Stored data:
═══

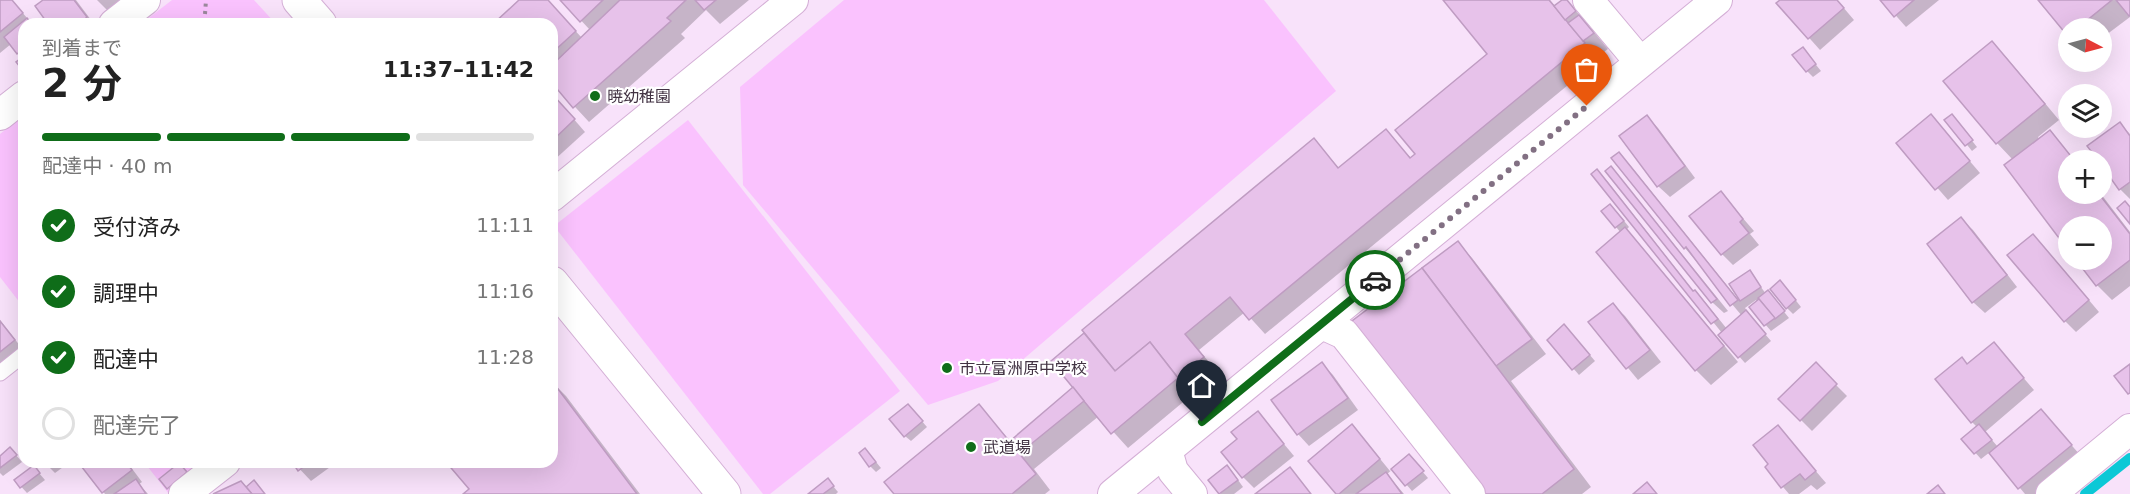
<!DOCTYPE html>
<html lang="ja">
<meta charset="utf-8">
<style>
body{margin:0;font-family:"DejaVu Sans","Noto Sans JP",sans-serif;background:#f2f2f2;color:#222;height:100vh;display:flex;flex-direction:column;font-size:22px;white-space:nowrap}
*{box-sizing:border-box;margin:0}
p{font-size:20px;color:#767676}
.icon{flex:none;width:33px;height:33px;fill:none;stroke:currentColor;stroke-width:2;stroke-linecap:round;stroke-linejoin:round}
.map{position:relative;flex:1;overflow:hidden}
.drawer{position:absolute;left:18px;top:18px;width:540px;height:450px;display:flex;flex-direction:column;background:#fff;border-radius:18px;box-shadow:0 6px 24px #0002}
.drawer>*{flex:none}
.needle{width:39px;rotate:96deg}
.controls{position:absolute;left:2058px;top:18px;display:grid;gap:12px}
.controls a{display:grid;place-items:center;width:54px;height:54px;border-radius:50%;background:#fff;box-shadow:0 6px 24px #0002;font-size:30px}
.pin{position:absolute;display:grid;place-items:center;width:51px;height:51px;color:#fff;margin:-62px -26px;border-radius:50% 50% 50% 0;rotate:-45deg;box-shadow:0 0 6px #0007}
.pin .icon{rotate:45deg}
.courier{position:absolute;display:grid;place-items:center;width:60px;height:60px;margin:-30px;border:4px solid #0f6d19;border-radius:50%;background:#fff;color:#222;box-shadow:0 2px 8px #0007}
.head em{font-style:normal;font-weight:700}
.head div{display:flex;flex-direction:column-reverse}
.head{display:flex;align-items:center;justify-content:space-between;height:102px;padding:0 24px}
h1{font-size:39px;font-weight:700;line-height:45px}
.bar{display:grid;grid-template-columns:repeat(4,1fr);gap:9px 6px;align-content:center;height:72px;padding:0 24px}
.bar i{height:8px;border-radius:4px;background:#e0e0e0}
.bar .selected{background:#0f6d19}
.bar p{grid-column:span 4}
ol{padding:0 24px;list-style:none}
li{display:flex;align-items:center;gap:18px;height:66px}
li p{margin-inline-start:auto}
li .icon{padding:6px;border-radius:50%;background:#0f6d19;color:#fff;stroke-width:4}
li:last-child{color:#767676}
li i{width:33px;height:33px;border:3px solid #e0e0e0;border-radius:50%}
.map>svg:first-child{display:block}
</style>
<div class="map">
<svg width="2130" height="494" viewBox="0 0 2130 494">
<rect width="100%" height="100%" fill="#f8e2fa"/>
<g fill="#fac2fe">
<path d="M172,0H254L276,24H141Z"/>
<path d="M844,0H1264L1336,91L998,381L928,405L743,185L740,87Z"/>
<path d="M24,115V308L0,277V134Z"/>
<path d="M688,120L900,391L770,494H763L554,226Z"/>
<path d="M144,462H207L169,494Z"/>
</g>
<g fill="#0003">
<path d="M0,0H12L32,24H24V69L23,59L11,44L0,53Z"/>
<path d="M45,0H76L94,24H50Z"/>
<path d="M97,0H131L113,16Z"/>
<path d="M521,0H547L582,38L590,30L562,0H749L720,24L706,10L681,34L685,38L589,122L552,82V24H495Z"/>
<path d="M1445,0H1550L1556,7L1565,0L1580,15L1608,49L1597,57L1599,59L1594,64L1600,71L1585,82L1579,76L1265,334L1245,312L1199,350L1218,373L1128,448L1099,416L1034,469L1050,490L1045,494H896L979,406L1011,442L1075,387L1053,361L1314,140L1340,169L1386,131L1411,158L1417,154L1489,54Z"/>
<path d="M1782,0H1837L1854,20L1820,50L1778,3Z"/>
<path d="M1882,0H1939L1906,27Z"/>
<path d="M2040,0H2130V17L2102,38V28H2068V34Z"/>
<path d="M1992,43L2007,58L2059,120L2038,137L2039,139L2050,132L2075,160H2068V194H2101L2130,232V286L2112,300L2097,285L2078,260H2102V226H2068V247L2006,166L2013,160L1997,143Z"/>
<path d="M1808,55L1821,71L1813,77L1807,71Z"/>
<path d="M552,94L585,132L552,162Z"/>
<path d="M1931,116L1980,173L1948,200L1898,143Z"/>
<path d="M1647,117L1658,128L1695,178L1670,197L1658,186Z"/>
<path d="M1947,120L1957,122L1977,147L1972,151Z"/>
<path d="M2120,124L2130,134V199L2120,189L2102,163V160H2099L2089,146Z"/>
<path d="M1618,154L1630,165L1737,298L1750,272L1766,294L1773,298L1789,318L1771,331L1751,308L1757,302L1756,300L1745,308L1748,312L1747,313L1771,341L1745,363L1720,335L1722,333L1593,174L1597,171L1608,182L1694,292L1706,303L1727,329L1742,316L1685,248Z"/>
<path d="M1611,168L1622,180L1728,311L1724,313L1712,302Z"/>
<path d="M1721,193L1754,231L1750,234L1759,245L1733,265L1722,254Z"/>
<path d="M1603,211H1616L1629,227L1626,230L1640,245L1738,362L1711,385L1696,370L1621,233Z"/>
<path d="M1961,219L1973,230L2017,287L1985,313L1973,302Z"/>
<path d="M1457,243L1472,258L1546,354L1511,381L1591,487L1582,494H1478Z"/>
<path d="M2044,247L2099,312L2076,332L2065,321Z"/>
<path d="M1786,288L1801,307L1793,314L1787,308Z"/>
<path d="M1613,305L1625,316L1661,362L1638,380L1590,322Z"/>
<path d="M0,320L24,351L0,372Z"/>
<path d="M1570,332L1595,361L1579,375L1549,340Z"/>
<path d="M1994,344L2034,390L1985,432L1998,447L2041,411L2082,457L2037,494H2025L1990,452L1981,459L1963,439L1977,427L1972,422L1968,365Z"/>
<path d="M1322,364L1333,375L1358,410L1309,446L1298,434L1273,400Z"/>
<path d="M1816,365L1847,396L1812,431L1780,399Z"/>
<path d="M552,382L566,396L640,494H465L471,489L448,462H552Z"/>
<path d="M914,412L927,427L911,441L905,436Z"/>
<path d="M1258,413L1294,456L1254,488L1243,477L1240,440Z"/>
<path d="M1778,427L1826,483L1817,490L1811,485L1799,494H1789L1767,468L1771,464Z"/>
<path d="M1363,438L1390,471L1409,456L1428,478L1412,491L1393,469L1387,474L1404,494H1338Z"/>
<path d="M16,455L22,462L3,476L0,473V458Z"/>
<path d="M871,456L881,468L876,472L870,466Z"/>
<path d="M44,462H70L55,473Z"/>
<path d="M80,462H127L142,482L139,484L148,494H105Z"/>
<path d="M293,462H337L311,481Z"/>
<path d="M39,473L45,480L27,493L16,481Z"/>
<path d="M1233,473L1243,487L1234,494H1221L1210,480Z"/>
<path d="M833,486L838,492L836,494H810Z"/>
</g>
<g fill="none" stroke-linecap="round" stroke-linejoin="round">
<path stroke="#0cc8d6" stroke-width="10" d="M2085,494L2130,458"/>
</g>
<g fill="#e7c2ea" stroke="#bf9cc2" stroke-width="1.5">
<path d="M0,0H12L23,13L0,32Z"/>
<path d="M43,0H74L87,17L79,24H48L35,6Z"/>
<path d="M519,0H548L576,31L552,53V24H493Z"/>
<path d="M560,0H603L580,22Z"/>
<path d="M620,0H686L667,18L671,21L573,108L552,83V65Z"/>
<path d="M695,0H716L704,10Z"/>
<path d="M1443,0H1549L1585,43L1249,320L1230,297L1185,334L1204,357L1178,378L1150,342L1115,371L1082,330L1314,138L1338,168L1386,129L1410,158L1415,154L1395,130L1487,54Z"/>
<path d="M1562,0H1567L1576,11L1565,20L1554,6Z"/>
<path d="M1780,0H1837L1844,8L1808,39L1776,3Z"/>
<path d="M1880,0H1914L1894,17Z"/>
<path d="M2038,0H2112L2086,21L2085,19L2073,28H2068L2066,34Z"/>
<path d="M2116,0H2130V15L2129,16Z"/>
<path d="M1579,15L1594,33L1583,41L1568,23Z"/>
<path d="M27,18L32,24H24V48L17,54L4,37Z"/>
<path d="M1992,41L2045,104L1996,144L1943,81Z"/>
<path d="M1803,47L1816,64L1806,72L1792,55Z"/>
<path d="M1580,48L1586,55L1569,68L1563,62Z"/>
<path d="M24,56V72L16,62Z"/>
<path d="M552,94L575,119L552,141Z"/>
<path d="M1931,114L1970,161L1935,190L1896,143Z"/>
<path d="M1952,114L1973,140L1965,146L1944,120Z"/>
<path d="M1647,115L1685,166L1657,187L1619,136Z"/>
<path d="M2120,122L2130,136V182L2119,190L2102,166V160H2098L2087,146Z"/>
<path d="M2050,130L2074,160H2068V194H2099L2130,234V260L2096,286L2076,260H2102V226H2068V250L2004,165Z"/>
<path d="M1619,152L1738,300L1730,306L1686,247L1684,249L1611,158Z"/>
<path d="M1611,166L1717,299L1711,303L1605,171Z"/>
<path d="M1597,169L1693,291L1695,290L1718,319L1711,324L1591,174Z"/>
<path d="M1721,191L1743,219L1740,222L1749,233L1721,255L1689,216Z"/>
<path d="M2125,201L2130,207V224L2117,208Z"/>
<path d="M1610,204L1624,221L1615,228L1601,211Z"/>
<path d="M1961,217L2007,275L1972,303L1927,244Z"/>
<path d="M1625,227L1724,346L1695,371L1596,252Z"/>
<path d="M2033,234L2089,300L2064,322L2007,255Z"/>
<path d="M1458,241L1532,339L1496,366L1422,268Z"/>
<path d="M1422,268L1574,469L1542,494H1476L1348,324Z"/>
<path d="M1750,270L1761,287L1740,301L1729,284Z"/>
<path d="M1780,280L1796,300L1786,309L1770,289Z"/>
<path d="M1768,290L1785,311L1775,319L1758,298Z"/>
<path d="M1759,299L1775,318L1764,326L1749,307Z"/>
<path d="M1613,303L1650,350L1626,369L1588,322Z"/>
<path d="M1746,310L1766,334L1738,358L1718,335Z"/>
<path d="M0,321L15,340L0,352Z"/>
<path d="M1564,324L1590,355L1572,370L1547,340Z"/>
<path d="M1084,333L1115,371L1150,342L1178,378L1111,434L1051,361Z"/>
<path d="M1994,342L2024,378L1971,423L1935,379L1962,357L1967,364Z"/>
<path d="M1322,362L1348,398L1297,435L1271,400Z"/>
<path d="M1816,362L1837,384L1800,421L1778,399Z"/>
<path d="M2130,364V393L2128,394L2114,376Z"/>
<path d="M552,381L637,494H463L469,489L446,462H552Z"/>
<path d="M1073,387L1084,401L1020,453L1010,441Z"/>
<path d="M908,404L923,421L904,437L889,419Z"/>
<path d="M979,404L1036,474L1012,494H894L884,482Z"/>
<path d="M2041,409L2072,445L2018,489L1989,453Z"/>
<path d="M1258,411L1284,444L1242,478L1221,452L1237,439L1231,432Z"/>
<path d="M1352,424L1380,459L1339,494H1336L1308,461Z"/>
<path d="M1979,424L1992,440L1974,454L1961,439Z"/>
<path d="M1778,425L1816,471L1805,480L1800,474L1781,488L1765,467L1768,464L1753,445Z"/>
<path d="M10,447L17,455L0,468V456Z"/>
<path d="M865,448L876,462L869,467L859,453Z"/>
<path d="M1409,454L1424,471L1405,486L1391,469Z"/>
<path d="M78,462H126L132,470L102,493Z"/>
<path d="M292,462H310L298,471Z"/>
<path d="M179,463L187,472L167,489L159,479Z"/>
<path d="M34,465L40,473L20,488L14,480Z"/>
<path d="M1227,465L1238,480L1219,494L1208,480Z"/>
<path d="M1290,467L1311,494H1255Z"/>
<path d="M1386,472L1402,494H1356Z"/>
<path d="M828,478L834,486L823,494H808Z"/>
<path d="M136,479L146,494H114Z"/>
<path d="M254,480L265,494H252L246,487Z"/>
<path d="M241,481L252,494H213Z"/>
<path d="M1647,482L1657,494H1633Z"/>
<path d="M1938,485L1945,494H1927Z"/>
</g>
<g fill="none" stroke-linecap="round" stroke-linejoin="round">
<g stroke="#d4afd6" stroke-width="17">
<path id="service" d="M0,373L24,354"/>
</g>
<g stroke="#d4afd6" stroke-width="32">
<g id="minor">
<path d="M1588,0L1640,62"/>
<path d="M114,24L145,0"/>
<path d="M0,115L24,96"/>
<path d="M552,196L793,0"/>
<path d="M1322,324L1344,334L1470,494"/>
<path d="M1167,450L1173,471L1192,494"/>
<path d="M184,494L225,462"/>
<path d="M1113,494L1717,0"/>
<path d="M2051,494L2130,429"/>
</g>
</g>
<g stroke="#d4afd6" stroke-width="35">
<g id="tertiary">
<path d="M299,0L320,24"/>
<path d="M552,283L724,494"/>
</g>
</g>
<path stroke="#9b889c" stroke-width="4" stroke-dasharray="3 4.5" stroke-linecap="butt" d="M205,14L206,0"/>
<use href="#service" stroke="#fff" stroke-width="15"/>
<use href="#minor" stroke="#fff" stroke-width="30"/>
<use href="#tertiary" stroke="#fff" stroke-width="33"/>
</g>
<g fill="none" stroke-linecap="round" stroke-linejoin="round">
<path stroke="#827083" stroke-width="6" stroke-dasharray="0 10.8" d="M1375,280L1587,106"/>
<path stroke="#0f6d19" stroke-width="8" d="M1202,422L1375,280"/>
</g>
<g fill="#0f6d19" stroke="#fff" stroke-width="2">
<circle cx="595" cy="96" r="6"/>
<circle cx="947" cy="368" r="6"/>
<circle cx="971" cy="447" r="6"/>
</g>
<g text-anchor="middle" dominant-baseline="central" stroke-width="4.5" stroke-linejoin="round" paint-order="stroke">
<g font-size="16" fill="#423343" stroke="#fff" text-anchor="start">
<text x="607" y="96">暁幼稚園</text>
<text x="959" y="368">市立富洲原中学校</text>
<text x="983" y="447">武道場</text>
</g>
</g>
</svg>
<div class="controls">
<a><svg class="needle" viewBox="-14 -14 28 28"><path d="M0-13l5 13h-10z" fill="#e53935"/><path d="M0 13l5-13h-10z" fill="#767676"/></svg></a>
<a><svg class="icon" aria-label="layers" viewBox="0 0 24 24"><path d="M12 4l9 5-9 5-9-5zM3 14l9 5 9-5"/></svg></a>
<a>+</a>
<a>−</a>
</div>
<div class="pin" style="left:1587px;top:106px;background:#ea580c"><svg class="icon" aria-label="bag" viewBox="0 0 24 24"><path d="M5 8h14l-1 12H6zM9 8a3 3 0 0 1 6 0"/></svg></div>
<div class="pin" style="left:1202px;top:422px;background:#1f2937"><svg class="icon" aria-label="home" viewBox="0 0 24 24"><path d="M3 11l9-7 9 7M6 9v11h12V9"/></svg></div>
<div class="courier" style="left:1375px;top:280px"><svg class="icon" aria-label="car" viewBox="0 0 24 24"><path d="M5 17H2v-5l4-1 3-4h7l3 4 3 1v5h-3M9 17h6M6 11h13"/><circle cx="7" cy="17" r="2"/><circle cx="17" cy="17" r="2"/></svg></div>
<section class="drawer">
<div class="head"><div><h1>2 分</h1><p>到着まで</p></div><em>11:37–11:42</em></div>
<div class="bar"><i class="selected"></i><i class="selected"></i><i class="selected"></i><i></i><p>配達中 · 40 m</p></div>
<ol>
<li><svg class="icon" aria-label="check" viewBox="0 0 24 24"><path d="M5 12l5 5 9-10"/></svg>受付済み<p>11:11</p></li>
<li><svg class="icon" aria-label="check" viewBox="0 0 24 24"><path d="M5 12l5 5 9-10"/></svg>調理中<p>11:16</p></li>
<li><svg class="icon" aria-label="check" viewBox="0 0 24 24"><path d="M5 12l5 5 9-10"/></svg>配達中<p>11:28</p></li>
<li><i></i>配達完了</li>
</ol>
</section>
</div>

═══

What to do:
Copy task for the entries above: every line with the string "rotate".

Problem solution:
.needle{width:39px;rotate:96deg}
.pin{position:absolute;display:grid;place-items:center;width:51px;height:51px;color:#fff;margin:-62px -26px;border-radius:50% 50% 50% 0;rotate:-45deg;box-shadow:0 0 6px #0007}
.pin .icon{rotate:45deg}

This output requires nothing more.